Exercise
From the first line of the listing below to the line containing "filter:drop-shadow(3px 0 #afb3b5)", write out everything exactly. No pictures.

================

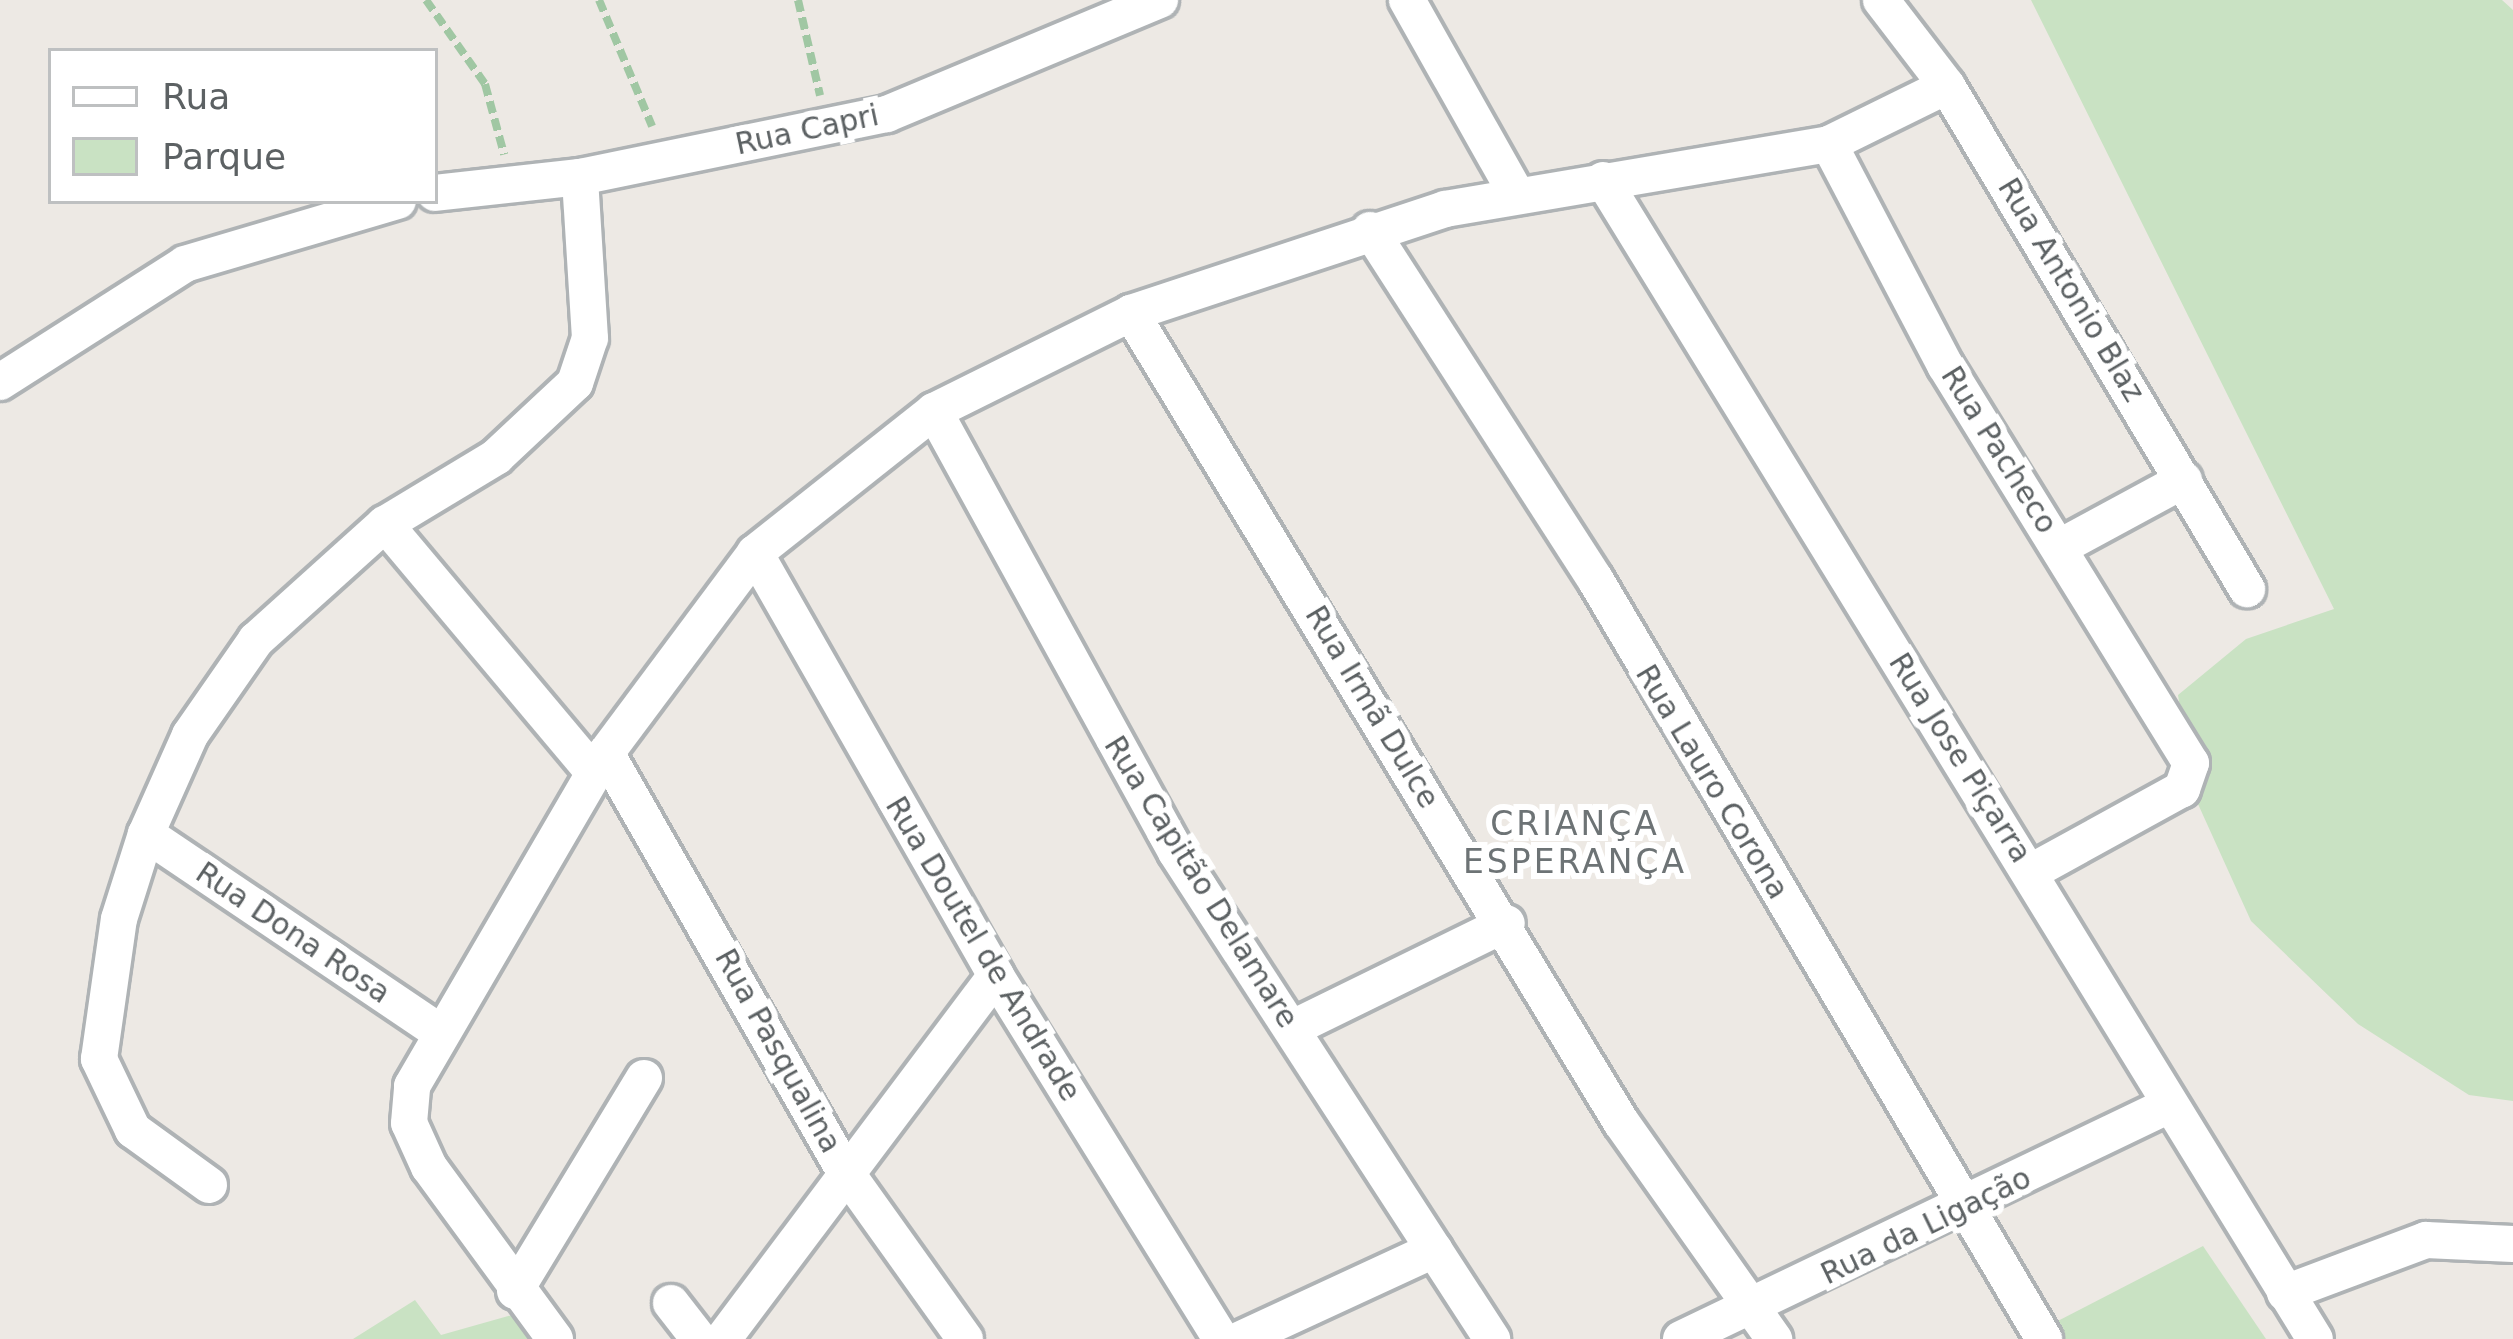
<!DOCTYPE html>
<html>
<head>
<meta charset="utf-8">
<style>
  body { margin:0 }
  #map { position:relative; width:2513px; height:1339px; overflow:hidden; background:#ede9e4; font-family:"DejaVu Sans",sans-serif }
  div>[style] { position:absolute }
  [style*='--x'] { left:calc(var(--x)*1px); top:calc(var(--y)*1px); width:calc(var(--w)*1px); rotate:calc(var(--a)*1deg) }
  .green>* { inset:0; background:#c9e2c3 }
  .path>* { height:8px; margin-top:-4px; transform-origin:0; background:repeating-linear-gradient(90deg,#a0c7a3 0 12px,transparent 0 18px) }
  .roads { filter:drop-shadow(3px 0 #afb3b5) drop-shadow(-3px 0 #afb3b5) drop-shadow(0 3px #afb3b5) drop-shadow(0 -3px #afb3b5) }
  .street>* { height:36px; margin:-18px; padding:0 18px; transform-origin:18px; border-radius:18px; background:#fff }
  span { translate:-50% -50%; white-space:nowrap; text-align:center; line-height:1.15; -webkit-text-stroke:12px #fff; paint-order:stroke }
  .street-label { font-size:30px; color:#5c6163 }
  .neighbourhood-label { font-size:33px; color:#6d7375; letter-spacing:3px }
  .legend { position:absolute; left:48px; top:48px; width:390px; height:156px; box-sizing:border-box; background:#fff; border:3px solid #bec0c1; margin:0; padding:15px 21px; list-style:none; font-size:36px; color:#5c6163 }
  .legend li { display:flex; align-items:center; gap:24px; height:60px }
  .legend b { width:60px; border:3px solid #bec0c1 }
</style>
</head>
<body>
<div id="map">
  <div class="green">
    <i style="clip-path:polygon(2031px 0,2502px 0,2513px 10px,2513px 1101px,2469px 1095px,2358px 1024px,2251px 921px,2193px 793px,2178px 695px,2246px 639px,2334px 609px)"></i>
    <i style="clip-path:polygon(2203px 1246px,2266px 1339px,2058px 1339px,2050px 1325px)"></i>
    <i style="clip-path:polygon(415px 1300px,441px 1335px,512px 1315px,530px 1339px,353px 1339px)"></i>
  </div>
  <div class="path">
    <i style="--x:426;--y:0;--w:103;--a:54.9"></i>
    <i style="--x:485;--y:84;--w:73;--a:74.8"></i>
    <i style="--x:599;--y:0;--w:137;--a:67.2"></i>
    <i style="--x:798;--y:0;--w:98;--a:77"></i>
  </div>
  <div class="roads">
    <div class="street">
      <i style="--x:1407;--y:0;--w:220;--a:60.6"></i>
      <i style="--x:1881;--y:0;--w:108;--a:52.5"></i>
      <i style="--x:1947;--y:86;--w:586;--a:59.19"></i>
      <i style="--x:1829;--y:144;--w:250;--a:62.3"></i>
      <i style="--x:1945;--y:365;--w:468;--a:58.3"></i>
      <i style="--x:2191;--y:763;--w:28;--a:109"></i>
      <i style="--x:2182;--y:789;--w:172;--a:151.2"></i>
      <i style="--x:1603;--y:180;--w:1360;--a:58.44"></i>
      <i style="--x:435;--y:193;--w:146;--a:-6.3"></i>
      <i style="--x:580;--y:177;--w:313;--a:-11.6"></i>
      <i style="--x:887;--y:114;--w:296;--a:-22.7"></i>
      <i style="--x:1370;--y:230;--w:415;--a:57.2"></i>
      <i style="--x:1595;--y:579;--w:883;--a:59.43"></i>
      <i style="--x:1131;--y:313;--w:946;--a:58.8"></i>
      <i style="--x:1621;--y:1122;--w:266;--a:54.8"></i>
      <i style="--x:0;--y:382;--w:219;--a:-32.5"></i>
      <i style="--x:185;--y:264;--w:222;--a:-16.5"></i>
      <i style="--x:934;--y:411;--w:503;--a:61.24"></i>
      <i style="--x:1176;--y:852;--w:581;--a:57.02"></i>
      <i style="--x:385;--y:524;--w:325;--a:50"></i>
      <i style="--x:2060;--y:547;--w:141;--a:-28.4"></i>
      <i style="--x:755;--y:553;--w:487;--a:60.3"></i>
      <i style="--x:996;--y:976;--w:427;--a:58.2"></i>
      <i style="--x:606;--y:753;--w:478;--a:60.3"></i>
      <i style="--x:843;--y:1168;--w:210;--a:54.5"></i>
      <i style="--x:146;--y:834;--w:354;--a:34"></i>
      <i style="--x:1293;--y:1028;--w:238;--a:-26.1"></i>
      <i style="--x:209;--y:1185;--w:94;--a:-144.1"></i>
      <i style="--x:133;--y:1130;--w:79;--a:-115.6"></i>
      <i style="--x:99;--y:1059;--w:141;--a:-81.9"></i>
      <i style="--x:119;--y:919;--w:89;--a:-72.4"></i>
      <i style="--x:146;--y:834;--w:108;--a:-66"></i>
      <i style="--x:190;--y:735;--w:116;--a:-55.2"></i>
      <i style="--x:256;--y:640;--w:173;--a:-42"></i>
      <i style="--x:385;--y:524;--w:130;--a:-31.1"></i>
      <i style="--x:496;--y:457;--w:108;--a:-43.1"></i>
      <i style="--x:575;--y:383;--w:47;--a:-71.6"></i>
      <i style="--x:590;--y:338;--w:161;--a:-93.6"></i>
      <i style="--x:515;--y:1291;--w:249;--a:-58.8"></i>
      <i style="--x:2285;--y:1293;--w:151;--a:-20.6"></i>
      <i style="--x:2426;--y:1240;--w:87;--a:2.6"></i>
      <i style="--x:671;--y:1303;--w:46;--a:52.1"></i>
      <i style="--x:555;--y:1339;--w:213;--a:-126.2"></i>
      <i style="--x:429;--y:1167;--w:48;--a:-114.4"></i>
      <i style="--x:409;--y:1123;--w:37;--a:-85"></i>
      <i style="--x:412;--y:1086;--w:385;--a:-59.8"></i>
      <i style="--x:606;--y:753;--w:249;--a:-53.3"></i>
      <i style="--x:755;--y:553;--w:228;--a:-38.4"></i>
      <i style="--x:934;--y:411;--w:220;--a:-26.4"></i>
      <i style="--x:1131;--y:313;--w:331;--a:-18.3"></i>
      <i style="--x:1445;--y:209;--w:389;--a:-9.6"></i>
      <i style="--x:1829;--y:144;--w:131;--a:-26.2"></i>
      <i style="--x:723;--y:1339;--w:454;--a:-53.1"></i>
      <i style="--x:1241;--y:1339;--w:213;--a:-24.8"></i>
      <i style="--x:1681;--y:1339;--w:539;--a:-25.61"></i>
    </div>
  </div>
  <div class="street-label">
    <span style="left:807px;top:130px;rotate:-12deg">Rua Capri</span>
    <span style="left:2071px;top:290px;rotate:59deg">Rua Antonio Blaz</span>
    <span style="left:1999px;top:450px;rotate:58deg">Rua Pacheco</span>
    <span style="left:1372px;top:707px;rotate:59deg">Rua Irmã Dulce</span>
    <span style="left:1960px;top:758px;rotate:58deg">Rua Jose Piçarra</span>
    <span style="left:1712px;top:782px;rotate:59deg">Rua Lauro Corona</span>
    <span style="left:1201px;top:882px;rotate:58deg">Rua Capitão Delamare</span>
    <span style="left:293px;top:933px;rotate:34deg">Rua Dona Rosa</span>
    <span style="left:983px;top:949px;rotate:59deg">Rua Doutel de Andrade</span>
    <span style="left:778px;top:1051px;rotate:61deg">Rua Pasqualina</span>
    <span style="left:1926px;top:1226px;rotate:-26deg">Rua da Ligação</span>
  </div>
  <div class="neighbourhood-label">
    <span style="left:1575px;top:843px">CRIANÇA<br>ESPERANÇA</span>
  </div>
  <ul class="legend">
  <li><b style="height:15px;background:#fff"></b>Rua</li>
  <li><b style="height:33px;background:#c9e2c3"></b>Parque</li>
  </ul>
</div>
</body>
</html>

================

Response below
<!DOCTYPE html>
<html>
<head>
<meta charset="utf-8">
<style>
  body { margin:0 }
  #map { position:relative; width:2513px; height:1339px; overflow:hidden; background:#ede9e4; font-family:"DejaVu Sans",sans-serif }
  div>[style] { position:absolute }
  [style*='--x'] { left:calc(var(--x)*1px); top:calc(var(--y)*1px); width:calc(var(--w)*1px); rotate:calc(var(--a)*1deg) }
  .green>* { inset:0; background:#c9e2c3 }
  .path>* { height:8px; margin-top:-4px; transform-origin:0; background:repeating-linear-gradient(90deg,#a0c7a3 0 12px,transparent 0 18px) }
  .roads { filter:drop-shadow(3px 0 #afb3b5) drop-shadow(-3px 0 #afb3b5) drop-shadow(0 3px #afb3b5) drop-shadow(0 -3px #afb3b5) }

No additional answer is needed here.